## WORK TO COMPLETE
Please go through the records below and return every line holding the word "size".

(INPUT DATA Opens)

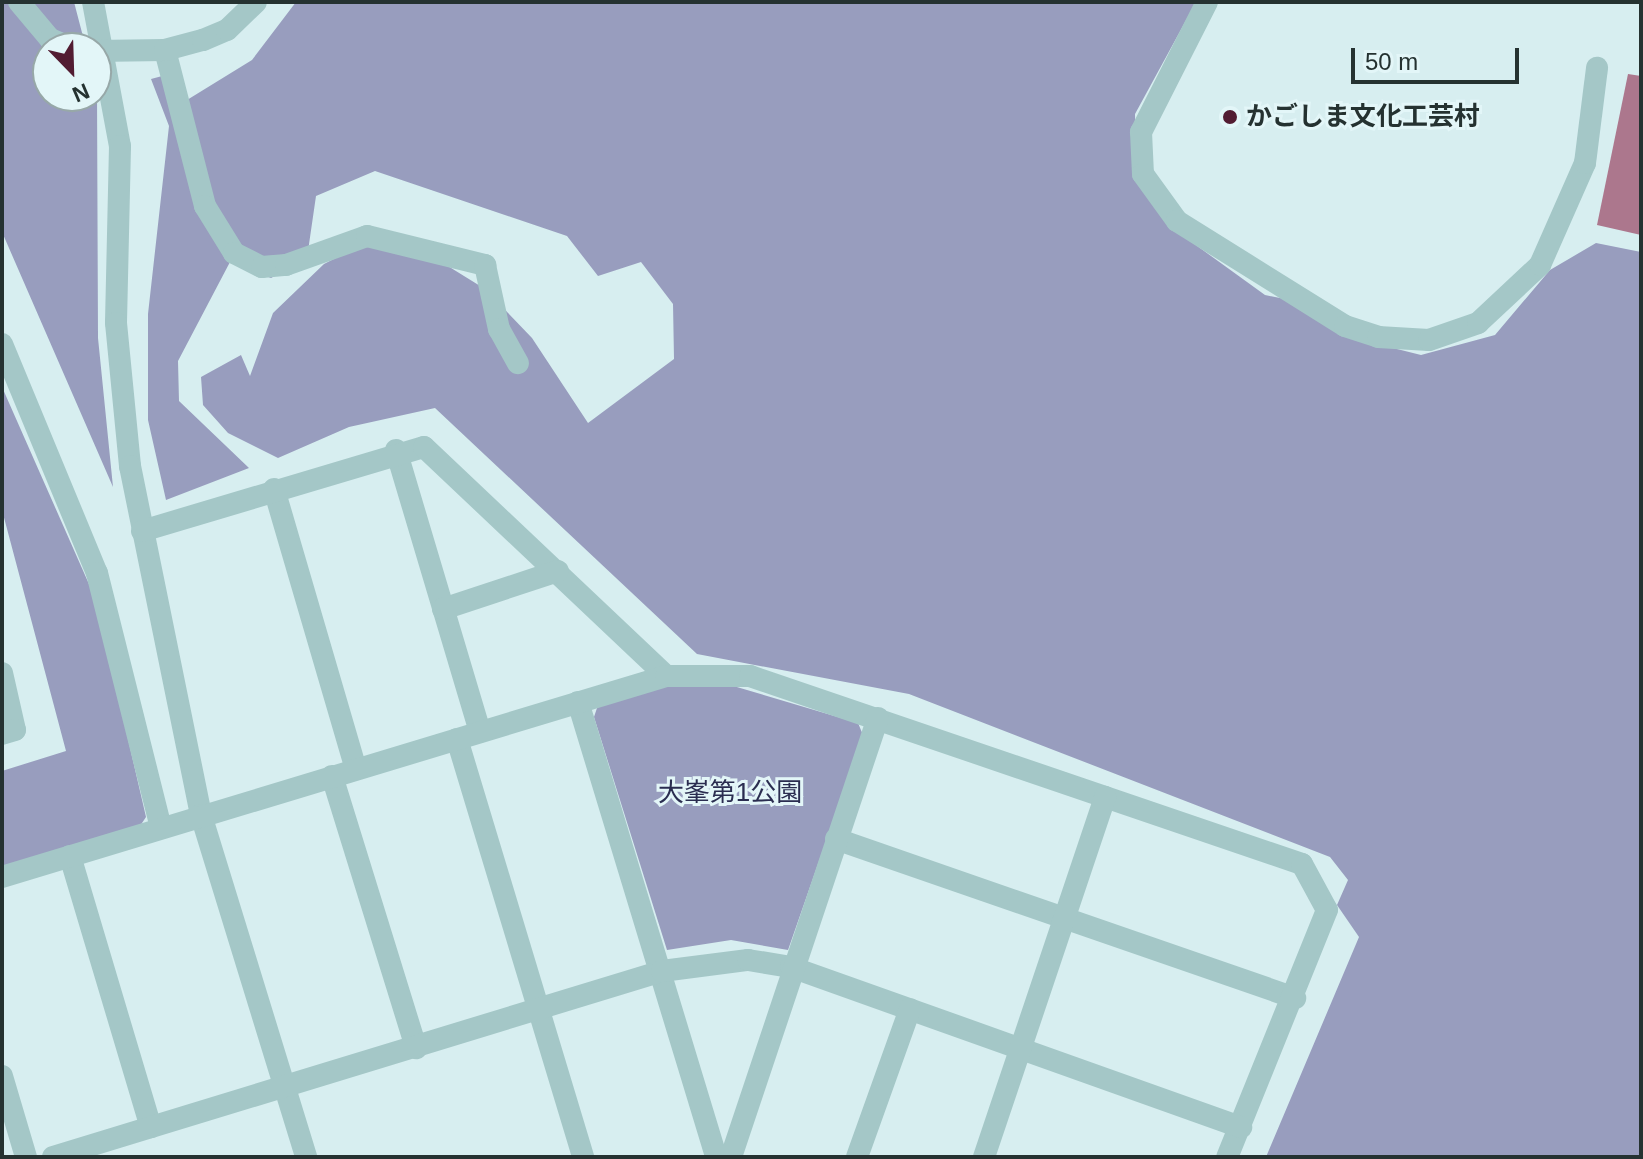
<!DOCTYPE html>
<html>
<head>
<meta charset="utf-8">
<style>
	body { margin:0 }
	#map { position:relative; width:1643px; height:1159px; overflow:hidden; background:#d7eef0; font-family:Arial,"Noto Sans JP",sans-serif }
	div>[style] { position:absolute }
	.green>* { inset:0; background:#989dbe }
	.water>* { inset:0; background:#ac778d }
	.minor>* { height:22px; margin:-11px; padding:0 11px; transform-origin:11px; border-radius:11px; background:#a4c7c7 }
	.tertiary>* { height:22px; margin:-11px; padding:0 11px; transform-origin:11px; border-radius:11px; background:#a4c7c7 }
	.dots>* { width:22px; height:22px; translate:-50% -50%; box-sizing:border-box; border:4px solid #e3f6f8; border-radius:50% }
	span { translate:-50% -50%; white-space:nowrap; text-align:center; line-height:1.15; -webkit-text-stroke:6px #e3f6f8; paint-order:stroke }
	.poi-label { font-size:26px; color:#253231; font-weight:700 }
	.left { translate:0 -50%; text-align:left }
	.park-label { font-size:26px; color:#2a2d50 }
	.frame { position:absolute; inset:0; border:4px solid #253231; pointer-events:none }
	.north { position:absolute; left:32px; top:32px; width:80px; height:80px; box-sizing:border-box; background:#e3f6f8; border:2px solid #97a8a8; border-radius:50%; rotate:157deg; font-size:22px; font-weight:700; line-height:32px; text-align:center; color:#253231 }
	.north::after { content:''; display:block; margin:auto; width:28px; height:36px; background:#521c32; clip-path:polygon(50% 0,100% 100%,50% 72%,0 100%) }
	.scale { position:absolute; left:1351px; top:48px; width:168px; height:36px; box-sizing:border-box; border:4px solid #253231; border-top:0; padding-left:10px; font-size:24px; line-height:28px; white-space:nowrap; color:#253231; -webkit-text-stroke:6px #e3f6f8; paint-order:stroke }
</style>
</head>
<body>
<div id="map">
	<div class="green">
		<div style="clip-path:polygon(2px 2px,74px 2px,86px 48px,48px 48px,48px 96px,97px 91px,98px 338px,113px 487px,2px 232px)"></div>
		<div style="clip-path:polygon(296px 2px,1196px 2px,1135px 114px,1136px 177px,1182px 235px,1265px 295px,1315px 305px,1345px 336px,1421px 355px,1495px 335px,1550px 270px,1596px 243px,1641px 252px,1641px 1157px,1266px 1157px,1359px 937px,1337px 905px,1348px 880px,1330px 857px,909px 694px,697px 654px,435px 408px,349px 427px,278px 458px,228px 433px,203px 405px,201px 377px,241px 355px,250px 376px,273px 313px,324px 264px,373px 239px,443px 263px,485px 289px,532px 338px,588px 423px,674px 359px,673px 304px,641px 262px,598px 276px,567px 236px,375px 171px,316px 196px,307px 258px,271px 278px,230px 262px,178px 361px,179px 401px,249px 468px,166px 500px,148px 420px,148px 314px,169px 126px,151px 79px,166px 75px,187px 100px,252px 60px)"></div>
		<div style="clip-path:polygon(2px 387px,96px 600px,146px 817px,140px 826px,2px 868px,2px 771px,66px 751px,2px 510px)"></div>
		<div style="clip-path:polygon(730px 685px,858px 723px,863px 735px,788px 950px,731px 940px,667px 950px,594px 717px,598px 705px,666px 686px)"></div>
	</div>
	<div class="water">
		<div style="clip-path:polygon(1628px 74px,1641px 76px,1641px 235px,1597px 225px)"></div>
	</div>
	<div class="minor">
		<div style="left:19px;top:2px;width:48px;rotate:50deg"></div>
		<div style="left:50px;top:39px;width:23px;rotate:23deg"></div>
		<div style="left:93px;top:2px;width:147px;rotate:79.4deg"></div>
		<div style="left:120px;top:146px;width:177px;rotate:91.3deg"></div>
		<div style="left:116px;top:323px;width:144px;rotate:84.4deg"></div>
		<div style="left:130px;top:466px;width:356px;rotate:78.5deg"></div>
		<div style="left:201px;top:815px;width:358px;rotate:72.9deg"></div>
		<div style="left:1207px;top:2px;width:146px;rotate:116.9deg"></div>
		<div style="left:1141px;top:132px;width:42px;rotate:87.3deg"></div>
		<div style="left:1143px;top:174px;width:58px;rotate:54.1deg"></div>
		<div style="left:1177px;top:221px;width:198px;rotate:32deg"></div>
		<div style="left:1345px;top:326px;width:35px;rotate:18deg"></div>
		<div style="left:1378px;top:337px;width:51px;rotate:3.4deg"></div>
		<div style="left:1429px;top:340px;width:52px;rotate:-19.1deg"></div>
		<div style="left:1478px;top:323px;width:85px;rotate:-43.1deg"></div>
		<div style="left:1540px;top:265px;width:111px;rotate:-66.2deg"></div>
		<div style="left:1585px;top:163px;width:96px;rotate:-82.8deg"></div>
		<div style="left:165px;top:50px;width:161px;rotate:75.6deg"></div>
		<div style="left:205px;top:206px;width:55px;rotate:58.3deg"></div>
		<div style="left:234px;top:253px;width:31px;rotate:27deg"></div>
		<div style="left:262px;top:267px;width:24px;rotate:-5deg"></div>
		<div style="left:286px;top:265px;width:86px;rotate:-19.7deg"></div>
		<div style="left:367px;top:236px;width:122px;rotate:13.8deg"></div>
		<div style="left:485px;top:265px;width:66px;rotate:77.7deg"></div>
		<div style="left:499px;top:329px;width:39px;rotate:61deg"></div>
		<div style="left:96px;top:51px;width:69px;rotate:-0.8deg"></div>
		<div style="left:165px;top:50px;width:39px;rotate:-15deg"></div>
		<div style="left:203px;top:40px;width:26px;rotate:-23deg"></div>
		<div style="left:227px;top:30px;width:40px;rotate:-44deg"></div>
		<div style="left:2px;top:344px;width:248px;rotate:67.5deg"></div>
		<div style="left:97px;top:573px;width:263px;rotate:75.9deg"></div>
		<div style="left:396px;top:450px;width:294px;rotate:73.4deg"></div>
		<div style="left:274px;top:489px;width:292px;rotate:73.7deg"></div>
		<div style="left:142px;top:531px;width:294px;rotate:-16.6deg"></div>
		<div style="left:424px;top:447px;width:333px;rotate:43.4deg"></div>
		<div style="left:443px;top:609px;width:121px;rotate:-18.3deg"></div>
		<div style="left:578px;top:702px;width:475px;rotate:73.1deg"></div>
		<div style="left:457px;top:739px;width:437px;rotate:73.2deg"></div>
		<div style="left:332px;top:776px;width:285px;rotate:72.8deg"></div>
		<div style="left:836px;top:839px;width:486px;rotate:19.1deg"></div>
		<div style="left:70px;top:856px;width:283px;rotate:73.4deg"></div>
		<div style="left:2px;top:877px;width:694px;rotate:-16.84deg"></div>
		<div style="left:666px;top:676px;width:84px"></div>
		<div style="left:750px;top:676px;width:583px;rotate:18.81deg"></div>
		<div style="left:1302px;top:864px;width:52px;rotate:61.5deg"></div>
		<div style="left:1327px;top:910px;width:266px;rotate:112deg"></div>
		<div style="left:2px;top:1076px;width:84px;rotate:73.5deg"></div>
		<div style="left:53px;top:1157px;width:637px;rotate:-16.98deg"></div>
		<div style="left:662px;top:971px;width:87px;rotate:-7.3deg"></div>
		<div style="left:748px;top:960px;width:44px;rotate:9.2deg"></div>
		<div style="left:791px;top:967px;width:478px;rotate:19.6deg"></div>
		<div style="left:731px;top:1157px;width:463px;rotate:-71.5deg"></div>
		<div style="left:857px;top:1157px;width:157px;rotate:-70.3deg"></div>
		<div style="left:984px;top:1157px;width:380px;rotate:-71.4deg"></div>
	</div>
	<div class="tertiary">
		<div style="left:2px;top:673px;width:58px;rotate:77.2deg"></div>
		<div style="left:15px;top:730px;width:14px;rotate:163deg"></div>
	</div>
	<div class="dots">
		<div style="left:1230px;top:117px;background:#521c32"></div>
	</div>
	<div class="poi-label">
		<span class="left" style="left:1246px;top:117px">かごしま文化工芸村</span>
	</div>
	<div class="park-label">
		<span style="left:730px;top:793px">大峯第1公園</span>
	</div>
	<div class="frame"></div>
	<div class="north">N</div>
	<div class="scale">50 m</div>
</div>
</body>
</html>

(INPUT DATA Closes)

## ANSWER BOX
	.poi-label { font-size:26px; color:#253231; font-weight:700 }
	.park-label { font-size:26px; color:#2a2d50 }
	.north { position:absolute; left:32px; top:32px; width:80px; height:80px; box-sizing:border-box; background:#e3f6f8; border:2px solid #97a8a8; border-radius:50%; rotate:157deg; font-size:22px; font-weight:700; line-height:32px; text-align:center; color:#253231 }
	.scale { position:absolute; left:1351px; top:48px; width:168px; height:36px; box-sizing:border-box; border:4px solid #253231; border-top:0; padding-left:10px; font-size:24px; line-height:28px; white-space:nowrap; color:#253231; -webkit-text-stroke:6px #e3f6f8; paint-order:stroke }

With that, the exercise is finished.